Dieses Land mit Hauptstadt Sarajevo ist uns noch bekannt durch den Bosnienkrieg Anfang/Mitte der 90iger Jahre. Gut, dass wir hier sind, denn ich lese noch einmal nach... Bosnienkrieg: 1992 - 1995, der grausamste Krieg in Europa seit dem 2. Weltkrieg mit über 100.000 Toten und mehr als 2.000.000 Vertriebenen, über 700.000 flüchteten nach Deutschland, wovon mehr als die Hälfte bereits zurück gekehrt ist. Es wundert uns also nicht, dass wir keine Sprachbarrieren haben. In unserem Hotel empfängt man uns uns in akzentfreiem Deutsch. Der Kellner erzählt uns seine Geschichte: Im Kindergartenalter als Flüchtlingskind in München gelandet und aufgewachsen, muss er mit seinen Eltern als Jugendlicher zurück, die Deutsche Sprache besser sprechend als die Muttersprache, die er erst hier wieder richtig lernen muss!
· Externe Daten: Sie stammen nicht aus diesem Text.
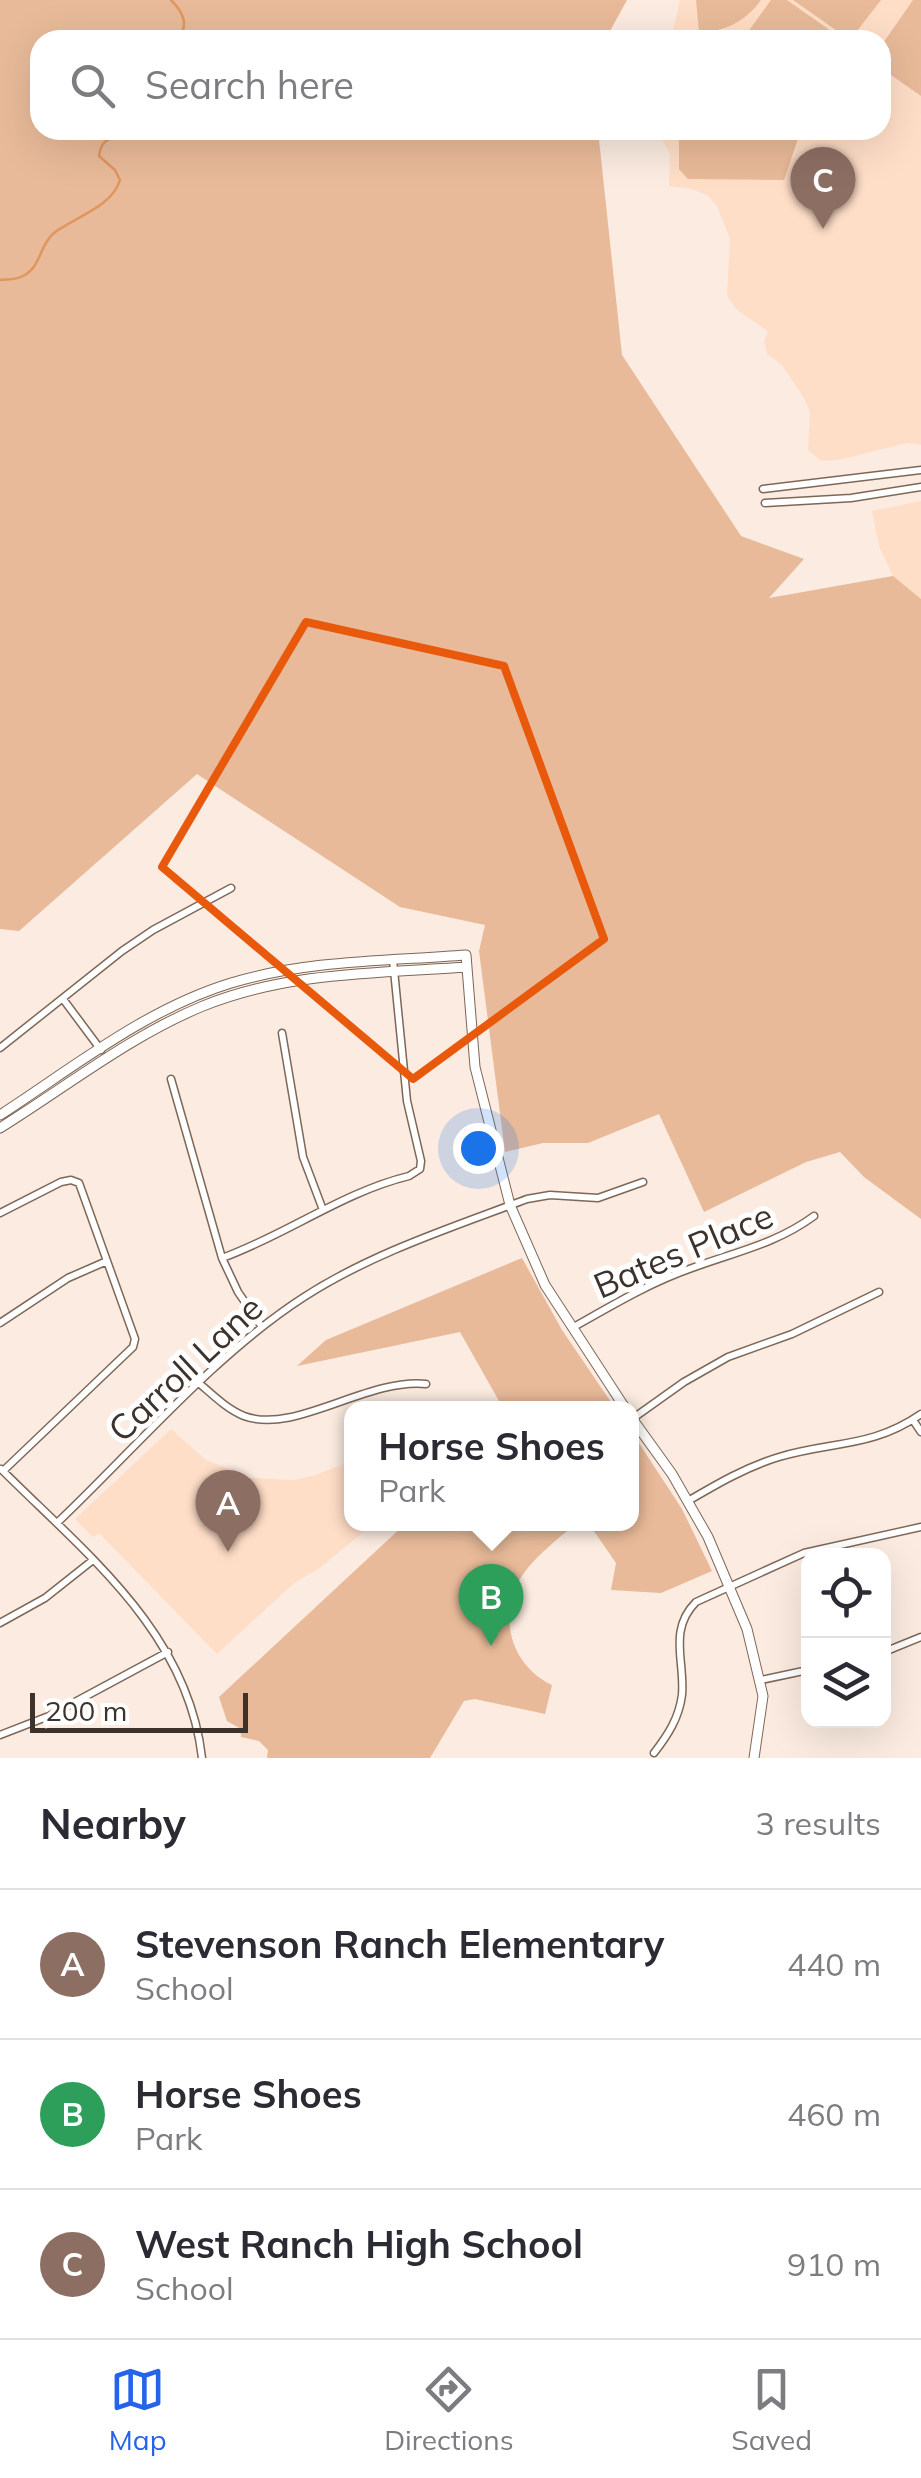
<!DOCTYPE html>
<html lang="en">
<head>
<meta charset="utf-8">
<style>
  body { margin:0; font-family:Mulish,sans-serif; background:#f2f2f3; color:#2b2b33 }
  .controls { position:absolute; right:30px; bottom:30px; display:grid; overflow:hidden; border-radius:20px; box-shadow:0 10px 40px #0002 }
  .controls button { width:90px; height:90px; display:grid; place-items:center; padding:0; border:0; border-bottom:2px solid #e1e1e2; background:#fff; color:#2b2b33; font:50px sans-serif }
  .scale { position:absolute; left:30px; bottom:25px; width:218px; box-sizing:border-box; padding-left:10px; border:5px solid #3d332c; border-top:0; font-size:28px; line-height:35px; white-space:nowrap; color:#3d332c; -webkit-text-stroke:8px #fff; paint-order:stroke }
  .you { position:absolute; left:478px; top:1148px; width:35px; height:35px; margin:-25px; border:8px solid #fff; border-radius:50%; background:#1a73e8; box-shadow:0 0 0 15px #1a73e833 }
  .badge { display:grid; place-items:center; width:65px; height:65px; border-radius:50%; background:#2563eb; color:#fff; font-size:32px; font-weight:700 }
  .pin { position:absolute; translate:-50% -82px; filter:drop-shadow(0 2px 5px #0008) }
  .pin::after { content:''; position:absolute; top:52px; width:35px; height:30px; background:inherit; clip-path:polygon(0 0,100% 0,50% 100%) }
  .popup { position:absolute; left:344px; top:1401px; width:295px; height:130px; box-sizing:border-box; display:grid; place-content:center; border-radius:20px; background:#fff; filter:drop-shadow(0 2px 8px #0005); font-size:32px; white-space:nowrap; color:#7c7c81 }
  .popup b { font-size:38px; color:#2b2b33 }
  .popup::after { content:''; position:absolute; left:50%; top:100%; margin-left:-20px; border:20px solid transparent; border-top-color:#fff }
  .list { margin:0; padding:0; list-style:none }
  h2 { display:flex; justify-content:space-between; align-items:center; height:130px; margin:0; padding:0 40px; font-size:42px }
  h2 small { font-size:32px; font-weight:400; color:#7c7c81 }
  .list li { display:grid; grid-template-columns:65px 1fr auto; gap:30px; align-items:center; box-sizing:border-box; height:150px; padding:0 40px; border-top:2px solid #e1e1e2 }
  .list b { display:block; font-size:38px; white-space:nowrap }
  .list p { margin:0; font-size:32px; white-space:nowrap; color:#7c7c81 }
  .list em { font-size:32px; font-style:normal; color:#7c7c81 }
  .icon { flex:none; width:55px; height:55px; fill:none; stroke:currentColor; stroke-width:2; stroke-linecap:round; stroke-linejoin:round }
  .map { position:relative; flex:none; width:921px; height:1758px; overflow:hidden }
  .search { position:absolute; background:#fff; box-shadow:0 10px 40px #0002; left:30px; right:30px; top:30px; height:110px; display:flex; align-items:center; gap:25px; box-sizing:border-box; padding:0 35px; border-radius:30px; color:#7c7c81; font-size:38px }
  .sheet { height:580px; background:#fff }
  nav { display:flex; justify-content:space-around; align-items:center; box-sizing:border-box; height:140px; border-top:2px solid #e1e1e2; background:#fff; font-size:28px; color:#7c7c81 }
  nav a { display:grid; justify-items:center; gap:5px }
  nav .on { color:#2563eb }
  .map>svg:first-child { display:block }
  .built { fill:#ffdec7 }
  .green { fill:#e8ba99 }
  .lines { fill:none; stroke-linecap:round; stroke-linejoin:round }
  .stream { stroke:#e0965d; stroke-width:2.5 }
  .street-casing { stroke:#7e6757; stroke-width:9 }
  .secondary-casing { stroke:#7e6757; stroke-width:11 }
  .street { stroke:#fff; stroke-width:6 }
  .secondary { stroke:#fff; stroke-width:9 }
  .marked { fill:none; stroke:#e8590c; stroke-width:8; stroke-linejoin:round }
  .labels { text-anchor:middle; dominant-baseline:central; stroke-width:10; stroke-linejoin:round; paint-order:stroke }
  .street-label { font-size:35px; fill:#3d332c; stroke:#fff }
</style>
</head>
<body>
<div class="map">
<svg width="921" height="1758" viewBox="0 0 921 1758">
  <rect width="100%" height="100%" fill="#fbebe0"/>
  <!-- built -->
  <path class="built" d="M680 0H921V445L907 443 839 460 821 461 808 450 810 413 805 400 783 366 767 354 764 341 768 331 737 310 727 296 730 239 717 206 708 196 696 190 669 186 670 155 657 130H881V40H671Z
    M921 501V599L893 576 879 546 872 511Z
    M171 1429 206 1460 250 1478 294 1480 316 1475 351 1461V1524H373L321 1567 293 1584 217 1654 99 1533 93 1537 75 1519Z"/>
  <!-- green -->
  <path class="green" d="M0 0H627L605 40H40V130H598L622 355 741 536 804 559 769 598 893 576 921 599V1219L864 1177 840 1152 806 1162 704 1212 659 1114 588 1143H543L505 1152 479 951 485 925 400 907 197 774 19 931 0 929Z
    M696 0H761C746 21 725 32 699 32Z
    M771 0H787L844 40H742Z
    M793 0H881L850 40Z
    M913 0H921V96L881 68V46Z
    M679 130H801L784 180 688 179 679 169Z
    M522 1258 562 1330 615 1408H503L460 1332 297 1366 326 1340Z
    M631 1431 682 1509 712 1571 661 1593 611 1590 616 1563 589 1524H631Z
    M405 1524H575C558 1539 537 1555 524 1573 496 1611 509 1665 552 1685L545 1714 475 1699 464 1701 430 1758H267L268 1750 259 1741 241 1737V1729L227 1721 219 1697Z"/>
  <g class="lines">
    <!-- stream -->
    <path class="stream" d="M171 0C183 12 190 25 177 40
      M0 280C8 279 16 280 23 276 42 266 39 245 54 233 75 217 112 207 120 180L115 170 99 156C102 133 117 141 129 130"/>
    <defs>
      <path id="street" d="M763 489 921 470
        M765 503 851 498 921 487
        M63 999 101 1050
        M282 1033 303 1157 323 1210
        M0 1048 122 951 153 930 231 888
        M171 1079 222 1258 238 1292 262 1327
        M0 1213 61 1182 71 1180 79 1183 135 1339 133 1347 3 1471
        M222 1258C286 1235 343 1192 409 1176L420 1169 421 1161 407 1101 393 960
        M0 1323 68 1278 107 1261
        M572 1328C611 1306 649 1283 692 1268 735 1252 776 1244 814 1216
        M200 1384C214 1396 227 1409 244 1416 295 1435 366 1378 426 1384
        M632 1419 684 1382 728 1357 792 1334 879 1292
        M913 1420 921 1432
        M1 1469C85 1553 188 1632 202 1758
        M688 1501C717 1484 746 1467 779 1457 832 1441 872 1448 921 1414
        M57 1523C135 1449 214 1355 304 1297 372 1253 453 1227 527 1199L550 1195 598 1198 643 1182
        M0 1623 45 1598 93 1560
        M884 1652 921 1637
        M761 1680 808 1670
        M0 1735 49 1716 168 1652
        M654 1753C668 1735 679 1718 682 1695 685 1661 668 1630 696 1602L804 1553 921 1527"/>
      <path id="secondary" d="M0 1115C74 1067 146 1009 231 983 307 960 388 961 466 955L475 1067 510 1205 545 1285 625 1408
        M0 1128C66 1087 130 1036 203 1006 286 972 379 973 467 967
        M631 1417 672 1474 708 1537 747 1629 763 1696 754 1758"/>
    </defs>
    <!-- street casing -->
    <use href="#street" class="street-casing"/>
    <!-- secondary casing -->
    <use href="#secondary" class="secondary-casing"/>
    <!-- street -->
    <use href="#street" class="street"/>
    <!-- secondary -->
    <use href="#secondary" class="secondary"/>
  </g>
  <!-- marked area -->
  <path class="marked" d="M306 622 504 666 604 939 413 1079 162 867Z"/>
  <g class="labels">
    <!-- street labels -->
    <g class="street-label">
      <text transform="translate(683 1250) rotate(-23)">Bates Place</text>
      <text transform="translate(185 1368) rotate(-43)">Carroll Lane</text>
    </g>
  </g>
</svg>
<div class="controls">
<button><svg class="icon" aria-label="locate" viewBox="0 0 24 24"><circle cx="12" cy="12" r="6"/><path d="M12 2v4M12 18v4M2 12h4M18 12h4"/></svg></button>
<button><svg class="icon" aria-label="layers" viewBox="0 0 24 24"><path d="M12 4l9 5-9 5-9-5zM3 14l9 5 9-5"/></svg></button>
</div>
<div class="scale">200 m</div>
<div class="you"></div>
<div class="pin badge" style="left:228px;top:1552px;background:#8d6e63">A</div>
<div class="pin badge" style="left:491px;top:1646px;background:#2e9e5b">B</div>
<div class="popup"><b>Horse Shoes</b>Park</div>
<div class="pin badge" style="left:823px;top:229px;background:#8d6e63">C</div>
<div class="search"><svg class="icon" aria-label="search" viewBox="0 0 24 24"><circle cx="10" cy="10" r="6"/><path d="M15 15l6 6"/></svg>Search here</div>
</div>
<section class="sheet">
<h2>Nearby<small>3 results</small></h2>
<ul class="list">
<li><span class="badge" style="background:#8d6e63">A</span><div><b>Stevenson Ranch Elementary</b><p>School</p></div><em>440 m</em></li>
<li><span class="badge" style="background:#2e9e5b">B</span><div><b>Horse Shoes</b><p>Park</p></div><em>460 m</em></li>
<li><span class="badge" style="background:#8d6e63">C</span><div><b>West Ranch High School</b><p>School</p></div><em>910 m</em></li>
</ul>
</section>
<nav>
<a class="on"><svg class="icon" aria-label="map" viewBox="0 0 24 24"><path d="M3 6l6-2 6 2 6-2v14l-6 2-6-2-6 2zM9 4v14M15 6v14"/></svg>Map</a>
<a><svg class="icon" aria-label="directions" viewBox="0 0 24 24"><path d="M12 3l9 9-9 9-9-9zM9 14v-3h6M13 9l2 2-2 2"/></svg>Directions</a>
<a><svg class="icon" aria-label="saved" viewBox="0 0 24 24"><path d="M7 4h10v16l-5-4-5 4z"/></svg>Saved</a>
</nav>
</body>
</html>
Er vermisst Deutschland und seine Freunde, so berichtet er uns etwas traurig... Was für eine Geschichte, die sicher bezeichnend ist für viele bei uns nicht gern als Flüchtlinge angesehene Menschen.

 

Gedanklich sind wir zwar oft Zuhause und bei unseren Jungs, aber mit jedem gefahrenen Kilometer befinden wieder im Reisemodus und mit jedem Kilometer lassen wir mehr los...

 

Morgen brechen wir auf Richtung Serbien...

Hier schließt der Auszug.